> **SOURCE DATA**
——————————
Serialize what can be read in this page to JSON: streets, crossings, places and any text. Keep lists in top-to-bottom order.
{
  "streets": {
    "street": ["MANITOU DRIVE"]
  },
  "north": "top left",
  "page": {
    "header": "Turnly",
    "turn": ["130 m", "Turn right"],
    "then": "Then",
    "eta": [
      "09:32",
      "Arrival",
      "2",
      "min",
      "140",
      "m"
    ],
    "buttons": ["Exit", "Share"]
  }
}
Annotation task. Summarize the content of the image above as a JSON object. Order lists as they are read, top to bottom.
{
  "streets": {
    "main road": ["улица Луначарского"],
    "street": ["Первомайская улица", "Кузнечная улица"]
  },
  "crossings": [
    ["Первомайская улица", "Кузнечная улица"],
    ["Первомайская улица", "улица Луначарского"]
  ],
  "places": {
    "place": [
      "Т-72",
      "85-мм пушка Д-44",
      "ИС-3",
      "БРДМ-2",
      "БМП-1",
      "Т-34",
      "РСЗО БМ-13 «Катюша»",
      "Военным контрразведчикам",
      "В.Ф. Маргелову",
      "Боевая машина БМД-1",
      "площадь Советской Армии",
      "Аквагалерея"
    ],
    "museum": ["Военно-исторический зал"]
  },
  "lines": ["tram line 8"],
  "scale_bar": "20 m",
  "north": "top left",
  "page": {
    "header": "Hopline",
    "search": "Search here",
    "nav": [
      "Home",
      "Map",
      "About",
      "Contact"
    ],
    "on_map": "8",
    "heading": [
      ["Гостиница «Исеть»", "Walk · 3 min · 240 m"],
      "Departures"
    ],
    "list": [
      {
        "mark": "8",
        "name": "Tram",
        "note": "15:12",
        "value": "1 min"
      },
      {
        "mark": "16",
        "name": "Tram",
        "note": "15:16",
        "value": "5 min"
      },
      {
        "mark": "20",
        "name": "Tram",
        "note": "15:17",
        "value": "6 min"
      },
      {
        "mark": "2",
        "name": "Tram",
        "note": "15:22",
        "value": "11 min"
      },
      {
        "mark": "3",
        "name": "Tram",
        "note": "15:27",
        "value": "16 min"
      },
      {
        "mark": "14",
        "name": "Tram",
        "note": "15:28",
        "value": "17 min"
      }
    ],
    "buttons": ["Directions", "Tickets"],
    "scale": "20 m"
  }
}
——————————
> **TO DO**
Write the entries out again, exactly and completely.

> **FINISHED EXERCISE**
Serialize what can be read in this page to JSON: streets, crossings, places and any text. Keep lists in top-to-bottom order.
{
  "streets": {
    "street": ["MANITOU DRIVE"]
  },
  "north": "top left",
  "page": {
    "header": "Turnly",
    "turn": ["130 m", "Turn right"],
    "then": "Then",
    "eta": [
      "09:32",
      "Arrival",
      "2",
      "min",
      "140",
      "m"
    ],
    "buttons": ["Exit", "Share"]
  }
}
Annotation task. Summarize the content of the image above as a JSON object. Order lists as they are read, top to bottom.
{
  "streets": {
    "main road": ["улица Луначарского"],
    "street": ["Первомайская улица", "Кузнечная улица"]
  },
  "crossings": [
    ["Первомайская улица", "Кузнечная улица"],
    ["Первомайская улица", "улица Луначарского"]
  ],
  "places": {
    "place": [
      "Т-72",
      "85-мм пушка Д-44",
      "ИС-3",
      "БРДМ-2",
      "БМП-1",
      "Т-34",
      "РСЗО БМ-13 «Катюша»",
      "Военным контрразведчикам",
      "В.Ф. Маргелову",
      "Боевая машина БМД-1",
      "площадь Советской Армии",
      "Аквагалерея"
    ],
    "museum": ["Военно-исторический зал"]
  },
  "lines": ["tram line 8"],
  "scale_bar": "20 m",
  "north": "top left",
  "page": {
    "header": "Hopline",
    "search": "Search here",
    "nav": [
      "Home",
      "Map",
      "About",
      "Contact"
    ],
    "on_map": "8",
    "heading": [
      ["Гостиница «Исеть»", "Walk · 3 min · 240 m"],
      "Departures"
    ],
    "list": [
      {
        "mark": "8",
        "name": "Tram",
        "note": "15:12",
        "value": "1 min"
      },
      {
        "mark": "16",
        "name": "Tram",
        "note": "15:16",
        "value": "5 min"
      },
      {
        "mark": "20",
        "name": "Tram",
        "note": "15:17",
        "value": "6 min"
      },
      {
        "mark": "2",
        "name": "Tram",
        "note": "15:22",
        "value": "11 min"
      },
      {
        "mark": "3",
        "name": "Tram",
        "note": "15:27",
        "value": "16 min"
      },
      {
        "mark": "14",
        "name": "Tram",
        "note": "15:28",
        "value": "17 min"
      }
    ],
    "buttons": ["Directions", "Tickets"],
    "scale": "20 m"
  }
}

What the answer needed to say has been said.